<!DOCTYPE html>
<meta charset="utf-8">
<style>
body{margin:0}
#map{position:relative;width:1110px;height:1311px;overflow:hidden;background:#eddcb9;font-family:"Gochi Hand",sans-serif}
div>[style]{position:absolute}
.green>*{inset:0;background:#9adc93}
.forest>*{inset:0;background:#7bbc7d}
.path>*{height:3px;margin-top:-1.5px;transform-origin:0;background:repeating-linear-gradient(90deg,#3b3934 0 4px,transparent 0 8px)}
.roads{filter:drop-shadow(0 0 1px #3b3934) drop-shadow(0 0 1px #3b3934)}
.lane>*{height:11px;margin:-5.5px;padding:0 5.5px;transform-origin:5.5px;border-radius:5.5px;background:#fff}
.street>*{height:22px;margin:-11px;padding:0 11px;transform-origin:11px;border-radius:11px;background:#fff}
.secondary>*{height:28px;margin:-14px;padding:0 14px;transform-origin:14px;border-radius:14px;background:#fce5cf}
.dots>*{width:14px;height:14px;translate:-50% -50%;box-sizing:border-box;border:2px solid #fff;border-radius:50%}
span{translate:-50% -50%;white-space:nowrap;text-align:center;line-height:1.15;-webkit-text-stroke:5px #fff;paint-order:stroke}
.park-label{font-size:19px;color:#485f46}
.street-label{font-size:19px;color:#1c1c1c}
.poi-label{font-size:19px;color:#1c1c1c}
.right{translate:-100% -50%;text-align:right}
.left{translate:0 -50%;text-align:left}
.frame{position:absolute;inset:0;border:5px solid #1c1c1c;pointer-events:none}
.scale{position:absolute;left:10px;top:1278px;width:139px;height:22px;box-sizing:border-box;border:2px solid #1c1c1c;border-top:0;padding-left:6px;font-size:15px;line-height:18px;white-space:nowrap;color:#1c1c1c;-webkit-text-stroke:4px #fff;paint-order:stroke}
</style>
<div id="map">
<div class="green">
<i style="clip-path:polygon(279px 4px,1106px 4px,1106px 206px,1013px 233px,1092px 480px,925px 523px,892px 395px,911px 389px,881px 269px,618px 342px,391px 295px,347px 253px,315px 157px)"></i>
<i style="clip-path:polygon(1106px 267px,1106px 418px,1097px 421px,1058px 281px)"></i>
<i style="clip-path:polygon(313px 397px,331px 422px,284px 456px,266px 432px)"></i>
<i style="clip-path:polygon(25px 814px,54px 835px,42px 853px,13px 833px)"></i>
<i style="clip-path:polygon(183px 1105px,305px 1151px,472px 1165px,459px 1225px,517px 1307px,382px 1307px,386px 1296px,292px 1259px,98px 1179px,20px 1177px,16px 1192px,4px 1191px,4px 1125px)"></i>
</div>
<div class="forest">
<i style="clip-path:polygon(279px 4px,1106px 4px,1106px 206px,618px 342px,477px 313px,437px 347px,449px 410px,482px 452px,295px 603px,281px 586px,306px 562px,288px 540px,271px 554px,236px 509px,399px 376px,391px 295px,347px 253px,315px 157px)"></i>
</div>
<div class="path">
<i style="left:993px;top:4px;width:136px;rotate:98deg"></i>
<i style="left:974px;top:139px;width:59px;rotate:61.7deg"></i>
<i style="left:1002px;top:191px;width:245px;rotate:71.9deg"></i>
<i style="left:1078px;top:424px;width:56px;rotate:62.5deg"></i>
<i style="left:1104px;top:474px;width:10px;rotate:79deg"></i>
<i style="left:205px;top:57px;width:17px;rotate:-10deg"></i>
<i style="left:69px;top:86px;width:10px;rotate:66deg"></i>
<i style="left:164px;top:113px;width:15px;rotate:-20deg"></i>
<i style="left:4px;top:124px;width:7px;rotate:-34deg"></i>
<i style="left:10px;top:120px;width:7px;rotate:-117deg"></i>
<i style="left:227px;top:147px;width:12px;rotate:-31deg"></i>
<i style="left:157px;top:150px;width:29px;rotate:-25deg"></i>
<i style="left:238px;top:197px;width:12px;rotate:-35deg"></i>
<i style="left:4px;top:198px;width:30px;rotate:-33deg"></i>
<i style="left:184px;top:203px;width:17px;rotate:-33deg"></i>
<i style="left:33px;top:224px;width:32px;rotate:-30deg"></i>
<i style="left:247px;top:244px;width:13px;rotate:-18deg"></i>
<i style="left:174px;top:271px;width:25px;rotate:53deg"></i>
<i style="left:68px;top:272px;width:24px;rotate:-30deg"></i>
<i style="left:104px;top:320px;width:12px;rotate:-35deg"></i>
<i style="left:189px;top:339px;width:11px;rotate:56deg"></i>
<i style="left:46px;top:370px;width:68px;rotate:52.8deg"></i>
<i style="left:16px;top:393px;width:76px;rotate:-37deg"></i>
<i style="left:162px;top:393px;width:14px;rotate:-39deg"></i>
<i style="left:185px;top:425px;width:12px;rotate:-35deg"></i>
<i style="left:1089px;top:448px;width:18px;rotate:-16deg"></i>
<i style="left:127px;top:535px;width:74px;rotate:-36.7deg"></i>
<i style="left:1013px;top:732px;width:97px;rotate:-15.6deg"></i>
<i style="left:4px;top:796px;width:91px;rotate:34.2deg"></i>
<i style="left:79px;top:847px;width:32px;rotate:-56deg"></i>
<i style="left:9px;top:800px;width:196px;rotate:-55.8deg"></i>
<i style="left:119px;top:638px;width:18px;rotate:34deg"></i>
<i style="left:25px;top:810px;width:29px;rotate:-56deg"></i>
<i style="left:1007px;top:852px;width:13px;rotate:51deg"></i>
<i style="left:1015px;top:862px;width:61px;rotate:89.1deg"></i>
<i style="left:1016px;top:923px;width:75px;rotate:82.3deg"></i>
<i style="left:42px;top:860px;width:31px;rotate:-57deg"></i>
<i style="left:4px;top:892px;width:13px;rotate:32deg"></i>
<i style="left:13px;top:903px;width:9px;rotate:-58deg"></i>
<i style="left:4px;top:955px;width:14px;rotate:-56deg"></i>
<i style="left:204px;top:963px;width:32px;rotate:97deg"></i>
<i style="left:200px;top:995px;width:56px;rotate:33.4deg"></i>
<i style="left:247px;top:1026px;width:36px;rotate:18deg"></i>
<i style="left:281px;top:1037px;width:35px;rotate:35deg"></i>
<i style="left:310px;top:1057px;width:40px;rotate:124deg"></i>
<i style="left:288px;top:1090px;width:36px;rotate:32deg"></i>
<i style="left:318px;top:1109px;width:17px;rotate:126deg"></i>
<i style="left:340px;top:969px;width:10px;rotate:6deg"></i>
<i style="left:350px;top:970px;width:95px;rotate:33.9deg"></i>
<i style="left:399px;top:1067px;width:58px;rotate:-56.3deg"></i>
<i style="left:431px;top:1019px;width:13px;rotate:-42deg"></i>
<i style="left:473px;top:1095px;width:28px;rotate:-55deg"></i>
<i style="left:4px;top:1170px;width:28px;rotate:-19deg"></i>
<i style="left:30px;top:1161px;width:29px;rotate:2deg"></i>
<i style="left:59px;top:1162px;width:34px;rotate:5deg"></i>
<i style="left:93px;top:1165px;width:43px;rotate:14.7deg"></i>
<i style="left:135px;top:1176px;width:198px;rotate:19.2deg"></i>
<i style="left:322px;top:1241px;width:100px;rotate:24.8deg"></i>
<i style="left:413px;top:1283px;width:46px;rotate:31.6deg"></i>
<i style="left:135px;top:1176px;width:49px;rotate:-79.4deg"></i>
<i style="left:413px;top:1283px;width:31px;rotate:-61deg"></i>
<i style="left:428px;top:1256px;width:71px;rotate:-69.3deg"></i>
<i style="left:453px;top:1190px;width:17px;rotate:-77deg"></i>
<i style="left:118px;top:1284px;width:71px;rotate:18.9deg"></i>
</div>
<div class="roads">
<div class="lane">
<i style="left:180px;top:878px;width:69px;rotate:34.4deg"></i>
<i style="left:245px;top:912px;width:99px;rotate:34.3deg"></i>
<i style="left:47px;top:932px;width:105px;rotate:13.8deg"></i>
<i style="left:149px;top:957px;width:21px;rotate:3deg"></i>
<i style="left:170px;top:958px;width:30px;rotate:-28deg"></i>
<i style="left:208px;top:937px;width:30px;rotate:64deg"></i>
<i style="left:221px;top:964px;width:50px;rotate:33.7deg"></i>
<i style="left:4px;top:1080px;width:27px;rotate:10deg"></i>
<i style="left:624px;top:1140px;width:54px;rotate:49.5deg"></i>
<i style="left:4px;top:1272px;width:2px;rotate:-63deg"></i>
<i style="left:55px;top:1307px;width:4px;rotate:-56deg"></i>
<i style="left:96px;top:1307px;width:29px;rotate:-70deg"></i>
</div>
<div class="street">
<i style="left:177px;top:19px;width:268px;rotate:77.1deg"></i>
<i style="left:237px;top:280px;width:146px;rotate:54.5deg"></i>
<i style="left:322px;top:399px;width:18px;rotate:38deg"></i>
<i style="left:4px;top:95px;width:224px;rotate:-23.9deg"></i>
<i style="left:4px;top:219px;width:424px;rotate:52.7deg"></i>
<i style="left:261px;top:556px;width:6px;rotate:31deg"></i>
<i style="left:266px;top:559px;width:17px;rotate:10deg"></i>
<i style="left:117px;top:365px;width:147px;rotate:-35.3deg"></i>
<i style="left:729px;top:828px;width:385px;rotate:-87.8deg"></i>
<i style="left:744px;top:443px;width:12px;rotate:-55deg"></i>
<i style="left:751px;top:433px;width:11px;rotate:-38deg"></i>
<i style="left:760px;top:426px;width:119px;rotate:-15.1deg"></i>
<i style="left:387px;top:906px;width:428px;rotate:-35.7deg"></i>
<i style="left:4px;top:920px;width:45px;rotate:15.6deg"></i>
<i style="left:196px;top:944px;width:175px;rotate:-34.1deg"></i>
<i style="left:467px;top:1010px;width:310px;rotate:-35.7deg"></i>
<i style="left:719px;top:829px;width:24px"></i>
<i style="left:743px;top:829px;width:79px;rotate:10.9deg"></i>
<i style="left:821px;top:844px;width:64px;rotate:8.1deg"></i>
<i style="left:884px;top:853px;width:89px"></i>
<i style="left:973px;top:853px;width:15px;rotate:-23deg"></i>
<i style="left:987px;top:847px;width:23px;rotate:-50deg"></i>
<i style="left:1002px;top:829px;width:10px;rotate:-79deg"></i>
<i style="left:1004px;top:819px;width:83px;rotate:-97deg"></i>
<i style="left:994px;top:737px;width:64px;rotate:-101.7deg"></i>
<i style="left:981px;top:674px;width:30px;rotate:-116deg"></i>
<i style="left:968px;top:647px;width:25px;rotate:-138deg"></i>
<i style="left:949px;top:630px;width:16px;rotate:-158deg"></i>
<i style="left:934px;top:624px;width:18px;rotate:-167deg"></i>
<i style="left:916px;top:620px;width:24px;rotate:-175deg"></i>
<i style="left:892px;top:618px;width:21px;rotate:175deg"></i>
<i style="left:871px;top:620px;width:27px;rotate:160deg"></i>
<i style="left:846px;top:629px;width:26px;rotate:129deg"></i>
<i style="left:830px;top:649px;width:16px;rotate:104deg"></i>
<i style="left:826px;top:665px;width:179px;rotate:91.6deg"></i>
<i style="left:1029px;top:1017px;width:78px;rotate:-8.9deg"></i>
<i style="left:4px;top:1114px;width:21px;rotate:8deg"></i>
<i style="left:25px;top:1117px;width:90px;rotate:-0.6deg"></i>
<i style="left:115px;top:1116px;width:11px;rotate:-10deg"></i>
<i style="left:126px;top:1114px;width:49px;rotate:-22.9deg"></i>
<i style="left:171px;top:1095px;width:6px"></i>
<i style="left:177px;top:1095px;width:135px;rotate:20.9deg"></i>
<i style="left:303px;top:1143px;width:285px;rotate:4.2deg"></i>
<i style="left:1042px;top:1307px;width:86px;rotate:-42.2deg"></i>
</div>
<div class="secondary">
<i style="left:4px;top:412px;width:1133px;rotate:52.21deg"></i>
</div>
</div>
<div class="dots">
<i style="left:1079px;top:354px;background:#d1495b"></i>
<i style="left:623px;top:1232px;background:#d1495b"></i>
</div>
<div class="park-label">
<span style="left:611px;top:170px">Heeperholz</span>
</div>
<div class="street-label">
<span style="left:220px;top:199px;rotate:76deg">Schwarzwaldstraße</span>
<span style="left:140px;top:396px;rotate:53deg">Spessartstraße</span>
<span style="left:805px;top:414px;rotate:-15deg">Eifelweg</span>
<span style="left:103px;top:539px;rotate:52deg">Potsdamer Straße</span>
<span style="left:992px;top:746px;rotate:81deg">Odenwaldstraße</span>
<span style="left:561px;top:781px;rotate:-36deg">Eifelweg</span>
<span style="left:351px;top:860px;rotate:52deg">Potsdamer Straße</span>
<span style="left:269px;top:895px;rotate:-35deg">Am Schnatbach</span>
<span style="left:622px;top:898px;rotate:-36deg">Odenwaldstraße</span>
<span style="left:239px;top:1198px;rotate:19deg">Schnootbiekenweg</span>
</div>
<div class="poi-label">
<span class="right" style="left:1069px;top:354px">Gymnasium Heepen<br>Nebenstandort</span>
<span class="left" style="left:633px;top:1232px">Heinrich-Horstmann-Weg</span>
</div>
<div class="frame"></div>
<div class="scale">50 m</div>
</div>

-*-

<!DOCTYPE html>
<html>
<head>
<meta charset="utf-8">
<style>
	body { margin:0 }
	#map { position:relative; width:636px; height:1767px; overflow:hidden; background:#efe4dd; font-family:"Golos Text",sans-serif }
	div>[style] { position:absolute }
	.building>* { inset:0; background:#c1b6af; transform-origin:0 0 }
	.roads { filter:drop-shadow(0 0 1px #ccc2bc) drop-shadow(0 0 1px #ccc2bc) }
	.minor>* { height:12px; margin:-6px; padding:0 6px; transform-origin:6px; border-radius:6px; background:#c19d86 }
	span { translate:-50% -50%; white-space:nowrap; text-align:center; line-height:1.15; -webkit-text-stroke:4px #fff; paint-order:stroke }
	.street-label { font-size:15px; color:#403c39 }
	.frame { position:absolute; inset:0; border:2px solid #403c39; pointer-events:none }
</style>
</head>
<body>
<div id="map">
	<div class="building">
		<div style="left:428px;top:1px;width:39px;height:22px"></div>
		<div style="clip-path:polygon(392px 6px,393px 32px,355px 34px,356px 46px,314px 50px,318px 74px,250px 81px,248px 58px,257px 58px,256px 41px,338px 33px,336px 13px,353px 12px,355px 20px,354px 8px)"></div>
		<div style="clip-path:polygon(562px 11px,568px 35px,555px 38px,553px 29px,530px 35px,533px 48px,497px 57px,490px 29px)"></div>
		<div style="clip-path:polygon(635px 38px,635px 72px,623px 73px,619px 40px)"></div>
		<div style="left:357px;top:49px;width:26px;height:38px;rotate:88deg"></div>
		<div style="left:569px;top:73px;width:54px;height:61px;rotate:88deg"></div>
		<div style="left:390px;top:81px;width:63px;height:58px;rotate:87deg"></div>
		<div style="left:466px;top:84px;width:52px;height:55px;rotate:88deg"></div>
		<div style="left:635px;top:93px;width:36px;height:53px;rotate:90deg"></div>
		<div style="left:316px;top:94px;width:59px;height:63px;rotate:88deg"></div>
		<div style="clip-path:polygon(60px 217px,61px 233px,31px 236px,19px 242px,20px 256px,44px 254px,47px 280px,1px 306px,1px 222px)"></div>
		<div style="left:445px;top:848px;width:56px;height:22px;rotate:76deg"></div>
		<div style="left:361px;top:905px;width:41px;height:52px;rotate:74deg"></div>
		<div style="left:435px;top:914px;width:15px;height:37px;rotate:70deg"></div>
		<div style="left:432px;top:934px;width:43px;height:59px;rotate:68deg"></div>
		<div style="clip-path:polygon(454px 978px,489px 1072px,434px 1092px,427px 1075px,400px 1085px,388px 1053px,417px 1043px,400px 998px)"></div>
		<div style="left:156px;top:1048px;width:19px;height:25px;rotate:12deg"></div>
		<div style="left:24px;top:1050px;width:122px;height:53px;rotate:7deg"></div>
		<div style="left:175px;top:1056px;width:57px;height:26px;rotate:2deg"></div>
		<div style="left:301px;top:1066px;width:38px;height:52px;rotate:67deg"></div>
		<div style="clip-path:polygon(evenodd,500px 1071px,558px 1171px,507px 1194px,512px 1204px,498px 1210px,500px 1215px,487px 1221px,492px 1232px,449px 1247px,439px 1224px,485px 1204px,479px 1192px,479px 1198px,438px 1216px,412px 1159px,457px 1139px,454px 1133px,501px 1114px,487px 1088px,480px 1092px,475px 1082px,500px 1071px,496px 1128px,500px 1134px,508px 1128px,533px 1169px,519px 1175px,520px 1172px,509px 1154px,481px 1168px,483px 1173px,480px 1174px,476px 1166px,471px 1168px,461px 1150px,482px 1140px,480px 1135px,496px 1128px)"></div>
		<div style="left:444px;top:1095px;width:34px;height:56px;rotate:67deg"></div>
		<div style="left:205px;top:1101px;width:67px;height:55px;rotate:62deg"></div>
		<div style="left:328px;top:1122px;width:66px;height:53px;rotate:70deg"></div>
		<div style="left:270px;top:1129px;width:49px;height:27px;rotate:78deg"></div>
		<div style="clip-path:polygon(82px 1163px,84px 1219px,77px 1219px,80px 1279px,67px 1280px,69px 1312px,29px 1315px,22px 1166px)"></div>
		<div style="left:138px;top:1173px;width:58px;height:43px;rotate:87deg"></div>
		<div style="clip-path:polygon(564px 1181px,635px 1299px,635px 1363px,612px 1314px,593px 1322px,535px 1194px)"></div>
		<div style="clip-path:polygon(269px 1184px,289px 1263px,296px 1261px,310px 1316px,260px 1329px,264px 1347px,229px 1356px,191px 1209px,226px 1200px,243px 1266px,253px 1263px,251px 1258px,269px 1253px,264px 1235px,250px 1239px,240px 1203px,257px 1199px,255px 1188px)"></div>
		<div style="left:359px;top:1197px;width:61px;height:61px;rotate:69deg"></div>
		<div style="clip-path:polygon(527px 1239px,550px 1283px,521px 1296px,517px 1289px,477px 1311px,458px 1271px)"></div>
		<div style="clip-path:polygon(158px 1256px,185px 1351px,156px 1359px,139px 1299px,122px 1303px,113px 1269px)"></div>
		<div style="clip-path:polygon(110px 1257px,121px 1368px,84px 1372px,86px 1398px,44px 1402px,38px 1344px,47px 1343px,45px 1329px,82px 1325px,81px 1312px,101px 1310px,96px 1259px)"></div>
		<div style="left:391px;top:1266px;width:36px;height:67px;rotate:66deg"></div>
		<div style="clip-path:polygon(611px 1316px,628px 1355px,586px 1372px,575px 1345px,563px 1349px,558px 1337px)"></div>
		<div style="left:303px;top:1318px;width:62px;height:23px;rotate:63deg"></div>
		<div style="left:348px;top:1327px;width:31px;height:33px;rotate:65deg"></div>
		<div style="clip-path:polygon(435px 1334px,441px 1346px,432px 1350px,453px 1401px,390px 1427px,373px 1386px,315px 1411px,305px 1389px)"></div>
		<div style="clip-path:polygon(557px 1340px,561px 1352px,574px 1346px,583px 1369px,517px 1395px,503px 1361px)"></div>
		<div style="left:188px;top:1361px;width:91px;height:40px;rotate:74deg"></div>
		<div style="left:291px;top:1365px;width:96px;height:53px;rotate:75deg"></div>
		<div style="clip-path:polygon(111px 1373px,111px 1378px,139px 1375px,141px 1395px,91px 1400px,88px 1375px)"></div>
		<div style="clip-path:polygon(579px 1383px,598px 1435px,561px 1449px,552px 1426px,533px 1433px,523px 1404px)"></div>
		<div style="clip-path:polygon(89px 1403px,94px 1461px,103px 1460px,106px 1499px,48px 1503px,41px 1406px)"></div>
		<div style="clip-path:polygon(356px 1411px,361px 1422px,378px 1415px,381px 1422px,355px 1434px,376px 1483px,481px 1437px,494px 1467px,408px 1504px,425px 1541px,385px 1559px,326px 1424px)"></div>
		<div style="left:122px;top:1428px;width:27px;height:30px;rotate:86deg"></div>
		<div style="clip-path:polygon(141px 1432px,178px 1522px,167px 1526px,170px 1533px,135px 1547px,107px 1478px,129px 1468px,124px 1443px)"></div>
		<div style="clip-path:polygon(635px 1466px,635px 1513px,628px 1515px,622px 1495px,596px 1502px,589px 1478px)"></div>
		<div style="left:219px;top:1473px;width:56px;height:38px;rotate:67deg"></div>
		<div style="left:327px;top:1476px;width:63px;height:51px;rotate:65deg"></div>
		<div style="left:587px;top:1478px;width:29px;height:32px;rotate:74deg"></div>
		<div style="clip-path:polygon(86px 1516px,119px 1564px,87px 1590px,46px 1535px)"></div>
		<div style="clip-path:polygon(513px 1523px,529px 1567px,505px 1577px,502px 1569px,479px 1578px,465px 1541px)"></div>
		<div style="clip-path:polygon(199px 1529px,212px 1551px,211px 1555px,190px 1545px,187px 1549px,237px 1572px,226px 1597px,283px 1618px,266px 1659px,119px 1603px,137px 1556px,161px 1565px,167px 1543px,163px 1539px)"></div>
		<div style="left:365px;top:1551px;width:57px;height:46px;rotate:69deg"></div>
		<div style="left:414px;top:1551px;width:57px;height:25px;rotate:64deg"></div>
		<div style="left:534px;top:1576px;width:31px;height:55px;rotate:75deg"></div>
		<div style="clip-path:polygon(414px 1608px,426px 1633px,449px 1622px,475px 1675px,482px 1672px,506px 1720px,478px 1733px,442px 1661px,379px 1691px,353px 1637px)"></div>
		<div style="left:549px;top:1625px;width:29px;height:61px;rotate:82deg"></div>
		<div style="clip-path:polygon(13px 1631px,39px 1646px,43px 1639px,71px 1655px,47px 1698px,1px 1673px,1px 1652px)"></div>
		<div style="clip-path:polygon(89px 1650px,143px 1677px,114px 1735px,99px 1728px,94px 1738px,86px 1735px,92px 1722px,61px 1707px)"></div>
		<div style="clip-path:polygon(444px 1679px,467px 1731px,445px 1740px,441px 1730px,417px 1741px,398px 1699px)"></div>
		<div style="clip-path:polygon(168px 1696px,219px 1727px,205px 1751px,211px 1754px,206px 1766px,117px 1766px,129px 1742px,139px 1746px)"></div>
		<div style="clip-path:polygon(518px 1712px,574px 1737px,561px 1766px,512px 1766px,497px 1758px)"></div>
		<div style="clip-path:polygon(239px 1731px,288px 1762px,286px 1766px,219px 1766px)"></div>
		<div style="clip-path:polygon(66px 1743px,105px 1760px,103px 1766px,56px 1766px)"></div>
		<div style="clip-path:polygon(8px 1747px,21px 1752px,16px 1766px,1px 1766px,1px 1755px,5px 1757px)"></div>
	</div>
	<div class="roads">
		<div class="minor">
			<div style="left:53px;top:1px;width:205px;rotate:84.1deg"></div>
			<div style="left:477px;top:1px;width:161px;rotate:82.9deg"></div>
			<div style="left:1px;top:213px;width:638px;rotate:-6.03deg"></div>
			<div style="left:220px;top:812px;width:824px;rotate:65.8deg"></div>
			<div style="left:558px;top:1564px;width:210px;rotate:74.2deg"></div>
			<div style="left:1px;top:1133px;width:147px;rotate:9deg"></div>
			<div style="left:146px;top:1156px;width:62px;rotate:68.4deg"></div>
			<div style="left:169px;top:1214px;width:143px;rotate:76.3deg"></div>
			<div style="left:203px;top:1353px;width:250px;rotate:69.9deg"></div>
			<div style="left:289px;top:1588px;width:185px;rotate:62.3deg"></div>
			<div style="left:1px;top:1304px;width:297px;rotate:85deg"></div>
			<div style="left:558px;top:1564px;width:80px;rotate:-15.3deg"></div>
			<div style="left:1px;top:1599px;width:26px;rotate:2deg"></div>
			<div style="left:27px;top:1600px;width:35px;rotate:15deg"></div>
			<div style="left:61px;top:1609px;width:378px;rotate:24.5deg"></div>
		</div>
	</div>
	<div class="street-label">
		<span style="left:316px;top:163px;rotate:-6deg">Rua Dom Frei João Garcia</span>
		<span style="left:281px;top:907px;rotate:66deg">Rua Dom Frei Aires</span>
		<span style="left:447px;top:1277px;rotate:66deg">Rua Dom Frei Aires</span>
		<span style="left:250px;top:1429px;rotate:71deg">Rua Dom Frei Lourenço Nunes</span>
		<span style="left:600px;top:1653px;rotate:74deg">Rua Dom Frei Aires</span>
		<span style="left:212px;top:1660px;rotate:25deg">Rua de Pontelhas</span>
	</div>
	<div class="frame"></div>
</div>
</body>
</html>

-*-

**EXERCISE:**
Would you show each line of the listing above that has the string "body"?

**RESULT:**
body{margin:0}
	body { margin:0 }
<body>
</body>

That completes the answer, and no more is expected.